## Task objective
Reproduce the records word for word, leaving out any pictures they hold.

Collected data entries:
BEGIN

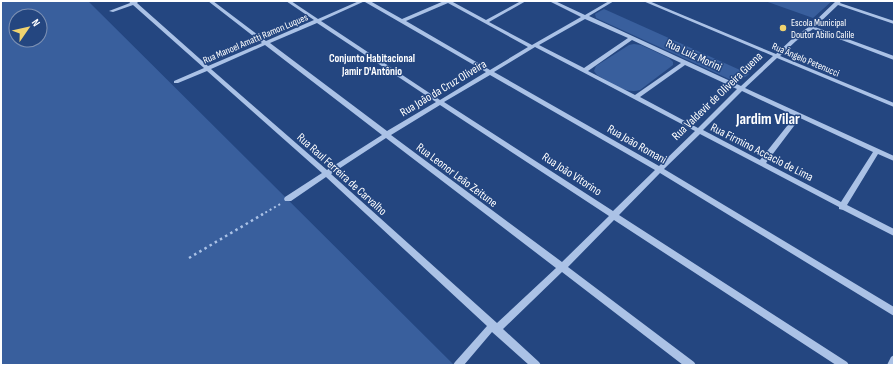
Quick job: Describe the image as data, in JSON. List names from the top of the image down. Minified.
{"streets":{"street":["Rua Manoel Amatti Ramon Luques","Rua Luiz Morini","Rua Ângelo Petenucci","Rua João da Cruz Oliveira","Rua Valdevir de Oliveira Guena","Rua João Romani","Rua Firmino Accacio de Lima","Rua Raul Ferreira de Carvalho","Rua João Vitorino","Rua Leonor Leão Zeitune"]},"crossings":[["Rua Manoel Amatti Ramon Luques","Rua Raul Ferreira de Carvalho"],["Rua Manoel Amatti Ramon Luques","Rua João Vitorino"],["Rua Manoel Amatti Ramon Luques","Rua Leonor Leão Zeitune"],["Rua Luiz Morini","Rua João da Cruz Oliveira"],["Rua Luiz Morini","Rua Valdevir de Oliveira Guena"],["Rua Ângelo Petenucci","Rua Valdevir de Oliveira Guena"],["Rua João da Cruz Oliveira","Rua João Romani"],["Rua João da Cruz Oliveira","Rua Firmino Accacio de Lima"],["Rua João da Cruz Oliveira","Rua Raul Ferreira de Carvalho"],["Rua João da Cruz Oliveira","Rua João Vitorino"],["Rua João da Cruz Oliveira","Rua Leonor Leão Zeitune"],["Rua Valdevir de Oliveira Guena","Rua João Romani"],["Rua Valdevir de Oliveira Guena","Rua Firmino Accacio de Lima"],["Rua Valdevir de Oliveira Guena","Rua Raul Ferreira de Carvalho"],["Rua Valdevir de Oliveira Guena","Rua João Vitorino"],["Rua Valdevir de Oliveira Guena","Rua Leonor Leão Zeitune"]],"districts":["Conjunto Habitacional Jamir D'Antônio","Jardim Vilar"],"places":["Escola Municipal Doutor Abílio Calile"],"north":"top right"}
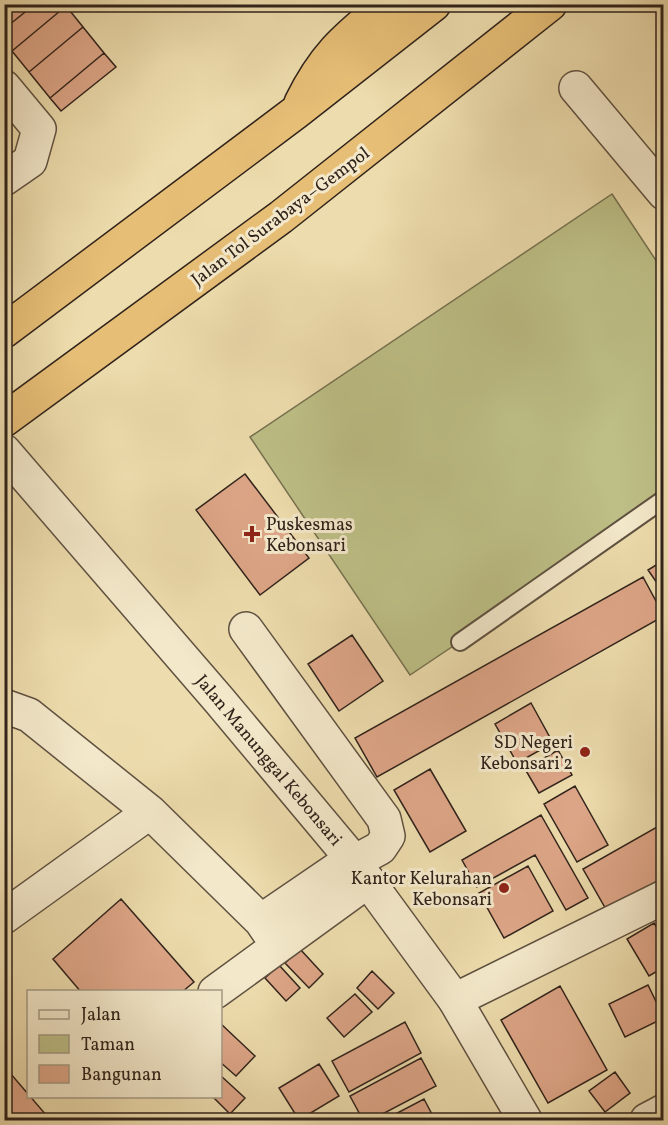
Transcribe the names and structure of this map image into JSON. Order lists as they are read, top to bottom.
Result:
{
  "streets": {
    "highway": ["Jalan Tol Surabaya–Gempol"],
    "street": ["Jalan Manunggal Kebonsari"]
  },
  "places": {
    "health": ["Puskesmas Kebonsari"],
    "other": ["SD Negeri Kebonsari 2", "Kantor Kelurahan Kebonsari"]
  },
  "legend": ["Jalan", "Taman", "Bangunan"]
}
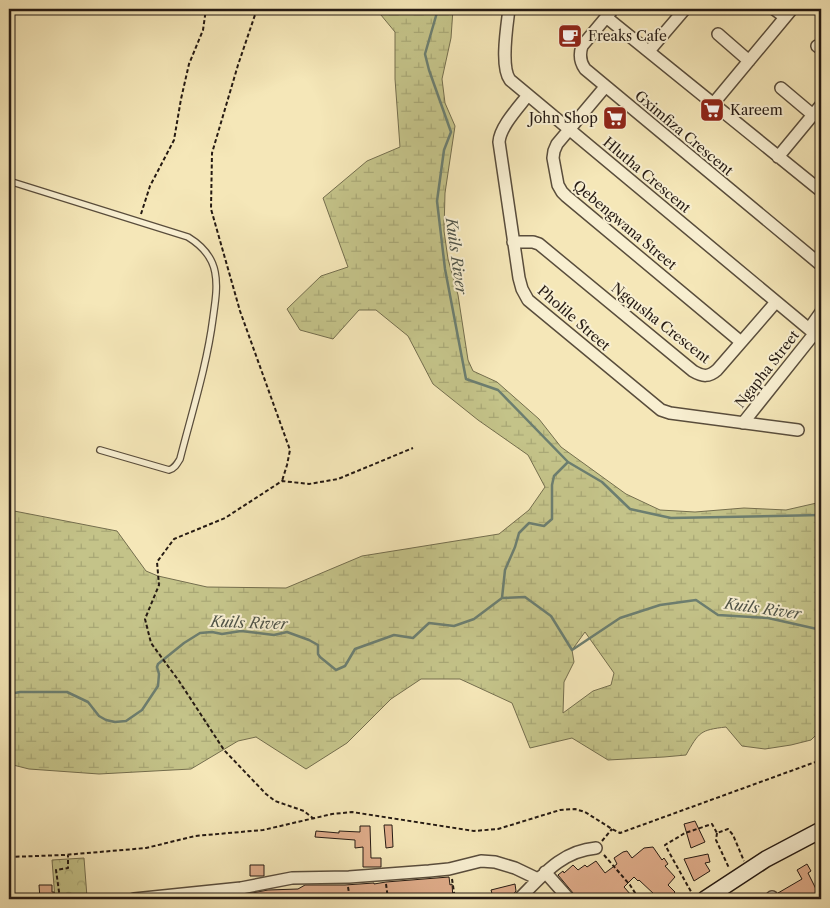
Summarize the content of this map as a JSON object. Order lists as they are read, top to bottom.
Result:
{
  "streets": {
    "street": [
      "Gximfiza Crescent",
      "Hlutha Crescent",
      "Qebengwana Street",
      "Pholile Street",
      "Ngqusha Crescent",
      "Ngapha Street"
    ]
  },
  "crossings": [
    ["Gximfiza Crescent", "Qebengwana Street"],
    ["Hlutha Crescent", "Qebengwana Street"],
    ["Hlutha Crescent", "Pholile Street"],
    ["Hlutha Crescent", "Ngqusha Crescent"],
    ["Hlutha Crescent", "Ngapha Street"],
    ["Qebengwana Street", "Ngqusha Crescent"],
    ["Pholile Street", "Ngqusha Crescent"],
    ["Pholile Street", "Ngapha Street"]
  ],
  "water": ["Kuils River"],
  "places": {
    "cafe": ["Freaks Cafe"],
    "supermarket": ["Kareem", "John Shop"]
  }
}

END

## Answer space
Quick job: Describe the image as data, in JSON. List names from the top of the image down. Minified.
{"streets":{"street":["Rua Manoel Amatti Ramon Luques","Rua Luiz Morini","Rua Ângelo Petenucci","Rua João da Cruz Oliveira","Rua Valdevir de Oliveira Guena","Rua João Romani","Rua Firmino Accacio de Lima","Rua Raul Ferreira de Carvalho","Rua João Vitorino","Rua Leonor Leão Zeitune"]},"crossings":[["Rua Manoel Amatti Ramon Luques","Rua Raul Ferreira de Carvalho"],["Rua Manoel Amatti Ramon Luques","Rua João Vitorino"],["Rua Manoel Amatti Ramon Luques","Rua Leonor Leão Zeitune"],["Rua Luiz Morini","Rua João da Cruz Oliveira"],["Rua Luiz Morini","Rua Valdevir de Oliveira Guena"],["Rua Ângelo Petenucci","Rua Valdevir de Oliveira Guena"],["Rua João da Cruz Oliveira","Rua João Romani"],["Rua João da Cruz Oliveira","Rua Firmino Accacio de Lima"],["Rua João da Cruz Oliveira","Rua Raul Ferreira de Carvalho"],["Rua João da Cruz Oliveira","Rua João Vitorino"],["Rua João da Cruz Oliveira","Rua Leonor Leão Zeitune"],["Rua Valdevir de Oliveira Guena","Rua João Romani"],["Rua Valdevir de Oliveira Guena","Rua Firmino Accacio de Lima"],["Rua Valdevir de Oliveira Guena","Rua Raul Ferreira de Carvalho"],["Rua Valdevir de Oliveira Guena","Rua João Vitorino"],["Rua Valdevir de Oliveira Guena","Rua Leonor Leão Zeitune"]],"districts":["Conjunto Habitacional Jamir D'Antônio","Jardim Vilar"],"places":["Escola Municipal Doutor Abílio Calile"],"north":"top right"}
Transcribe the names and structure of this map image into JSON. Order lists as they are read, top to bottom.
Result:
{
  "streets": {
    "highway": ["Jalan Tol Surabaya–Gempol"],
    "street": ["Jalan Manunggal Kebonsari"]
  },
  "places": {
    "health": ["Puskesmas Kebonsari"],
    "other": ["SD Negeri Kebonsari 2", "Kantor Kelurahan Kebonsari"]
  },
  "legend": ["Jalan", "Taman", "Bangunan"]
}
Summarize the content of this map as a JSON object. Order lists as they are read, top to bottom.
Result:
{
  "streets": {
    "street": [
      "Gximfiza Crescent",
      "Hlutha Crescent",
      "Qebengwana Street",
      "Pholile Street",
      "Ngqusha Crescent",
      "Ngapha Street"
    ]
  },
  "crossings": [
    ["Gximfiza Crescent", "Qebengwana Street"],
    ["Hlutha Crescent", "Qebengwana Street"],
    ["Hlutha Crescent", "Pholile Street"],
    ["Hlutha Crescent", "Ngqusha Crescent"],
    ["Hlutha Crescent", "Ngapha Street"],
    ["Qebengwana Street", "Ngqusha Crescent"],
    ["Pholile Street", "Ngqusha Crescent"],
    ["Pholile Street", "Ngapha Street"]
  ],
  "water": ["Kuils River"],
  "places": {
    "cafe": ["Freaks Cafe"],
    "supermarket": ["Kareem", "John Shop"]
  }
}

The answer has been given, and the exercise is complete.